HOW TO COMPLETE THIS TASK: Looking at the records below, say how many lines contain "primary". Nothing else belongs in the answer.

>>>

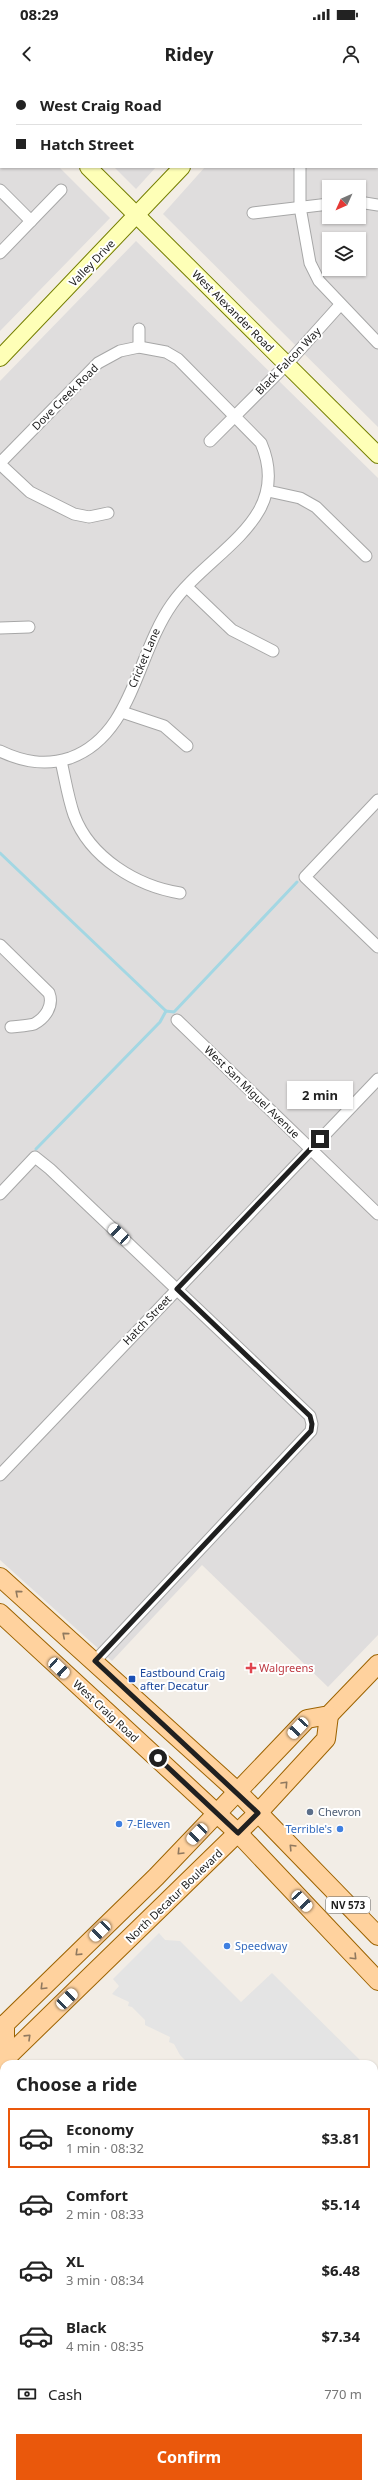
<!DOCTYPE html>
<html lang="en">
<head>
<meta charset="utf-8">
<style>
	body { margin:0; font-family:"Noto Sans",sans-serif; background:#f2f2f2; color:#222; height:100vh; display:flex; flex-direction:column; font-size:15px; white-space:nowrap }
	* { box-sizing:border-box; margin:0 }
	p { font-size:13px; color:#767676 }
	.icon { flex:none; width:22px; height:22px; fill:none; stroke:currentColor; stroke-width:2; stroke-linecap:round; stroke-linejoin:round }
	.map { position:relative; flex:1; overflow:hidden }
	.panel { position:absolute; left:0px; top:1980px; width:378px; height:428px; display:flex; flex-direction:column; background:#fff; border-radius:12px 12px 0 0; box-shadow:0 1px 3px #0004 }
	.panel>* { flex:none }
	.guide { position:absolute; left:0px; top:0px; width:378px; height:88px; box-shadow:0 1px 3px #0004; display:grid; align-content:center; height:88px; padding:0 16px; background:#fff }
	.needle { width:26px; rotate:225deg }
	.tools { position:absolute; left:322px; top:100px; display:grid; gap:8px }
	.tools a { display:grid; place-items:center; width:44px; height:44px; border-radius:0px; background:#fff; box-shadow:0 1px 3px #0004; font-size:20px }
	.end { position:absolute; width:18px; height:18px; margin:-9px; border:5px solid #202020; background:#fff; box-shadow:0 0 0 2px #fff }
	.from { border-radius:50% }
	.bubble { position:absolute; height:28px; border-radius:0px; background:#fff; box-shadow:0 1px 3px #0004; font-size:13px; font-weight:700; line-height:28px; text-align:center }
	.car { position:absolute; width:12px; height:24px; margin:-12px -6px; border-radius:5px; box-shadow:0 0 3px 1px #0007; background:linear-gradient(#fff 24%,#345 0 40%,#fff 0 76%,#345 0 86%,#fff 0) }
	.guide b { display:flex; align-items:center; gap:14px; height:38px; font-size:15px }
	.guide b+b { border-top:1px solid #e0e0e0 }
	.guide i { width:10px; height:10px; background:#222 }
	ul { padding:0; list-style:none }
	li { display:flex; align-items:center; gap:12px; height:60px; margin:0 8px 6px; padding:0 8px; border:2px solid transparent; border-radius:0px }
	li div { flex:1 }
	li b { display:block; font-size:15px }
	li em { font-style:normal; font-weight:700 }
	li.active { border-color:#ea580c }
	li>.icon { width:36px; height:36px; stroke-width:1.5 }
	h2 { padding:0 16px; font-size:18px; line-height:48px }
	.pay { display:flex; align-items:center; gap:10px; height:44px; padding:0 16px; font-size:15px }
	.pay p { margin-inline-start:auto }
	.cta { display:flex; gap:8px; margin-top:auto; padding:8px 16px }
	.cta a { flex:1; height:46px; border-radius:0px; background:#ea580c; color:#fff; font-size:16px; font-weight:700; line-height:46px; text-align:center }
	.status { display:flex; justify-content:space-between; align-items:center; height:28px; padding:0 20px; background:#fff; direction:ltr }
	.status svg { height:11px; fill:currentColor }
	header { display:flex; justify-content:space-between; align-items:center; height:52px; padding:0 16px; background:#fff; font-size:18px; font-weight:700 }
	.map>svg:first-child { display:block }
	.residential { fill:#dfdddd; fill-rule:evenodd }
	.parking { fill:#e4e4e4 }
	.lines { fill:none; stroke-linecap:round; stroke-linejoin:round }
	.stream { stroke:#a3d7e3; stroke-width:3 }
	.street-casing { stroke:#a7a7a7; stroke-width:13 }
	.secondary-casing { stroke:#757f00; stroke-width:18 }
	.primary-casing { stroke:#9d6300; stroke-width:20 }
	.street { stroke:#fff; stroke-width:11 }
	.secondary { stroke:#feffb7; stroke-width:16 }
	.primary { stroke:#ffd29e; stroke-width:18 }
	.oneway { stroke:#90795f }
	.route { stroke:#202020; stroke-width:5 }
	.health-dot { fill:#e0444e; stroke:#fff; stroke-width:1.5 }
	.transit-dot { fill:#1a4fb4; stroke:#fff; stroke-width:1.5 }
	.service-dot { fill:#5c6f8a; stroke:#fff; stroke-width:1.5 }
	.shop-dot { fill:#3f7fe0; stroke:#fff; stroke-width:1.5 }
	.labels { text-anchor:middle; stroke-width:4; stroke-linejoin:round; paint-order:stroke }
	.shield { fill:#fff; stroke:#636363; stroke-width:1 }
	.shield-label { font-size:10px; font-weight:bold; fill:#202020 }
	.street-label { font-size:11px; fill:#202020; stroke:#fff }
	.health-label { font-size:11px; fill:#be3a42; stroke:#fff; text-anchor:start }
	.transit-label { font-size:11px; fill:#164399; stroke:#fff; text-anchor:start }
	.service-label { font-size:11px; fill:#4e5e75; stroke:#fff; text-anchor:start }
	.shop-label { font-size:11px; fill:#366cbe; stroke:#fff; text-anchor:start }
</style>
</head>
<body>
<div class="status"><b>08:29</b><svg viewBox="0 0 49 12"><path d="M0 12V9h3v3zM5 12V6h3v6zM10 12V3h3v9zM15 12V0h3v12zM26 1h20v11H26zM47 4h2v5h-2z"/></svg></div>
<header><svg class="icon" aria-label="back" viewBox="0 0 24 24"><path d="M15 5l-7 7 7 7"/></svg>Ridey<svg class="icon" aria-label="person" viewBox="0 0 24 24"><circle cx="12" cy="8" r="4"/><path d="M4 21q1-7 8-7t8 7"/></svg></header>
<div class="map">
<svg width="378" height="2408" viewBox="0 0 378 2408">
	<rect width="100%" height="100%" fill="#f2ede6"/>
	<g class="residential">
		<polygon points="27,0 236,0 28,1"/>
		<path d="M283 0H378V347L163 134 205 87H377V1ZM329 107H359V137H329ZM329 159H359V189H329Z"/>
		<polygon points="0,28 1,87 59,87 110,138 0,251"/>
		<polygon points="114,87 156,87 136,109"/>
		<polygon points="136,161 378,398 378,1555 328,1607 202,1485 112,1581 0,1480 0,301"/>
		<polygon points="3,1996 4,2404 374,2404 374,2084 378,2080 378,2408 0,2408 0,1999"/>
	</g>
	<polygon class="parking" points="159,1853 165,1860 180,1861 241,1922 272,1893 364,1984 189,1984 180,1975 174,1964 169,1962 170,1957 145,1945 145,1940 132,1927 128,1926 129,1922 112,1914 119,1906 113,1899"/>
	<g class="lines">
		<g class="stream">
			<polyline points="0,773 166,931 174,932 297,802"/>
			<polyline points="36,1069 160,942 166,931"/>
		</g>
		<g class="street-casing">
			<g id="street">
				<polyline points="291,0 292,1"/>
				<polyline points="366,1 367,0"/>
				<polyline points="300,87 300,127 310,183 319,201 378,263"/>
				<polyline points="0,110 31,141"/>
				<polyline points="359,122 378,125"/>
				<polyline points="253,133 329,124"/>
				<polyline points="0,173 61,110"/>
				<polyline points="139,267 139,249"/>
				<polyline points="210,361 287,284 340,225"/>
				<path d="M0 383 98 283 120 271 139 267 166 272 178 279 261 363C294 440 209 471 172 524 136 575 133 655 70 678 45 686 23 682 0 671"/>
				<polyline points="0,384 30,412 74,434 89,437 108,433"/>
				<polyline points="268,411 300,418 316,427 366,476"/>
				<polyline points="187,507 232,550 273,571"/>
				<polyline points="0,548 29,547"/>
				<polyline points="122,632 164,646 187,666"/>
				<path d="M61 681C65 698 68 718 74 735 90 778 137 806 180 813"/>
				<polyline points="378,720 305,797 378,867"/>
				<path d="M0 865 49 913C54 926 45 938 34 944 27 946 18 946 11 947"/>
				<polyline points="177,940 378,1134"/>
				<polyline points="0,1114 35,1077 50,1089 310,1336 312,1344 311,1351 95,1581"/>
				<polyline points="0,1395 378,999"/>
				<polyline points="0,2075 4,2071"/>
				<polyline points="374,2161 378,2157"/>
				<polyline points="0,2165 4,2169"/>
				<polyline points="374,2172 378,2176"/>
				<polyline points="0,2240 4,2235"/>
				<polyline points="374,2336 378,2335"/>
				<polyline points="241,2404 245,2408"/>
				<polyline points="86,2408 96,2404"/>
			</g>
		</g>
		<g class="secondary-casing">
			<g id="secondary">
				<polyline points="1,0 2,1"/>
				<polyline points="260,1 261,0"/>
				<polyline points="88,87 378,375"/>
				<polyline points="0,278 182,87"/>
			</g>
		</g>
		<g class="primary-casing">
			<g id="primary">
				<polyline points="0,1497 238,1712 378,1856"/>
				<polyline points="0,1533 238,1753 378,1901"/>
				<polyline points="0,1949 156,1797 307,1639 329,1635 378,1584"/>
				<polyline points="0,1966 5,1958 5,1944"/>
				<polyline points="0,1984 258,1733 326,1659 329,1635"/>
			</g>
		</g>
		<use href="#street" class="street"/>
		<use href="#secondary" class="secondary"/>
		<use href="#primary" class="primary"/>
	</g>
	<defs><path id="oneway-chevron" d="M-2-3.5L2.5 0L-2 3.5" fill="none" stroke-width="1.6" stroke-linecap="round" stroke-linejoin="round"/></defs>
	<g class="oneway">
		<use href="#oneway-chevron" transform="translate(18 1513) rotate(-139)"/>
		<use href="#oneway-chevron" transform="translate(65 1555) rotate(-139)"/>
		<use href="#oneway-chevron" transform="translate(285 1704) rotate(-47)"/>
		<use href="#oneway-chevron" transform="translate(292 1767) rotate(-134)"/>
		<use href="#oneway-chevron" transform="translate(180 1772) rotate(134)"/>
		<use href="#oneway-chevron" transform="translate(78 1873) rotate(136)"/>
		<use href="#oneway-chevron" transform="translate(354 1877) rotate(46)"/>
		<use href="#oneway-chevron" transform="translate(43 1907) rotate(135)"/>
		<use href="#oneway-chevron" transform="translate(28 1957) rotate(-44)"/>
	</g>
	<g class="lines">
		<polyline class="route" points="158,1678 238,1753 258,1733 95,1581 311,1351 312,1344 310,1336 177,1209 320,1059"/>
	</g>
	<path class="health-dot" d="M249 1582h4v4h4v4h-4v4h-4v-4h-4v-4h4z"/>
	<rect class="transit-dot" x="128" y="1595" width="8" height="8" rx="2"/>
	<circle class="service-dot" cx="310" cy="1732" r="4"/>
	<g class="shop-dot">
		<circle cx="119" cy="1744" r="4"/>
		<circle cx="340" cy="1749" r="4"/>
		<circle cx="227" cy="1866" r="4"/>
	</g>
	<g class="labels">
		<rect class="shield" x="326" y="1817" width="44" height="16" rx="3"/>
		<g class="shield-label">
			<text x="348" y="1829">NV 573</text>
		</g>
		<g class="street-label">
			<text transform="translate(92 183) rotate(-46)" y="4">Valley Drive</text>
			<text transform="translate(233 231) rotate(45)" y="4">West Alexander Road</text>
			<text transform="translate(288 281) rotate(-46)" y="4">Black Falcon Way</text>
			<text transform="translate(65 317) rotate(-45)" y="4">Dove Creek Road</text>
			<text transform="translate(144 578) rotate(-67)" y="4">Cricket Lane</text>
			<text transform="translate(252 1012) rotate(44)" y="4">West San Miguel Avenue</text>
			<text transform="translate(147 1240) rotate(-46)" y="4">Hatch Street</text>
			<text transform="translate(106 1631) rotate(43)" y="4">West Craig Road</text>
			<text transform="translate(174 1816) rotate(-44)" y="4">North Decatur Boulevard</text>
		</g>
		<g class="health-label">
			<text x="259" y="1592">Walgreens</text>
		</g>
		<g class="transit-label">
			<text x="140" y="1597">Eastbound Craig<tspan x="140" dy="13">after Decatur</tspan></text>
		</g>
		<g class="service-label">
			<text x="318" y="1736">Chevron</text>
		</g>
		<g class="shop-label">
			<text x="127" y="1748">7-Eleven</text>
			<text x="332" y="1753" text-anchor="end">Terrible's</text>
			<text x="235" y="1870">Speedway</text>
		</g>
	</g>
</svg>
<div class="tools">
<a><svg class="needle" viewBox="-14 -14 28 28"><path d="M0-13l5 13h-10z" fill="#e53935"/><path d="M0 13l5-13h-10z" fill="#767676"/></svg></a>
<a><svg class="icon" aria-label="layers" viewBox="0 0 24 24"><path d="M12 4l9 5-9 5-9-5zM3 14l9 5 9-5"/></svg></a>
</div>
<i class="end from" style="left:158px;top:1678px"></i>
<i class="end" style="left:320px;top:1059px"></i>
<div class="bubble" style="left:287px;top:1001px;width:66px">2 min</div>
<i class="car" style="left:119px;top:1154px;rotate:313deg"></i>
<i class="car" style="left:59px;top:1588px;rotate:133deg"></i>
<i class="car" style="left:298px;top:1648px;rotate:223deg"></i>
<i class="car" style="left:197px;top:1754px;rotate:224deg"></i>
<i class="car" style="left:302px;top:1821px;rotate:137deg"></i>
<i class="car" style="left:100px;top:1851px;rotate:226deg"></i>
<i class="car" style="left:67px;top:1919px;rotate:46deg"></i>
<div class="guide">
<b><i class="from"></i>West Craig Road</b>
<b><i></i>Hatch Street</b>
</div>
<section class="panel">
<h2>Choose a ride</h2>
<ul>
<li class="active"><svg class="icon" aria-label="car" viewBox="0 0 24 24"><path d="M5 17H2v-5l4-1 3-4h7l3 4 3 1v5h-3M9 17h6M6 11h13"/><circle cx="7" cy="17" r="2"/><circle cx="17" cy="17" r="2"/></svg><div><b>Economy</b><p>1 min · 08:32</p></div><em>$3.81</em></li>
<li><svg class="icon" aria-label="car" viewBox="0 0 24 24"><path d="M5 17H2v-5l4-1 3-4h7l3 4 3 1v5h-3M9 17h6M6 11h13"/><circle cx="7" cy="17" r="2"/><circle cx="17" cy="17" r="2"/></svg><div><b>Comfort</b><p>2 min · 08:33</p></div><em>$5.14</em></li>
<li><svg class="icon" aria-label="car" viewBox="0 0 24 24"><path d="M5 17H2v-5l4-1 3-4h7l3 4 3 1v5h-3M9 17h6M6 11h13"/><circle cx="7" cy="17" r="2"/><circle cx="17" cy="17" r="2"/></svg><div><b>XL</b><p>3 min · 08:34</p></div><em>$6.48</em></li>
<li><svg class="icon" aria-label="car" viewBox="0 0 24 24"><path d="M5 17H2v-5l4-1 3-4h7l3 4 3 1v5h-3M9 17h6M6 11h13"/><circle cx="7" cy="17" r="2"/><circle cx="17" cy="17" r="2"/></svg><div><b>Black</b><p>4 min · 08:35</p></div><em>$7.34</em></li>
</ul>
<div class="pay"><svg class="icon" aria-label="cash" viewBox="0 0 24 24"><path d="M3 7h18v10H3z"/><circle cx="12" cy="12" r="2"/></svg>Cash<p>770 m</p></div>
<div class="cta"><a>Confirm</a></div>
</section>
</div>
</body>
</html>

<<<

WRITTEN RESPONSE: 5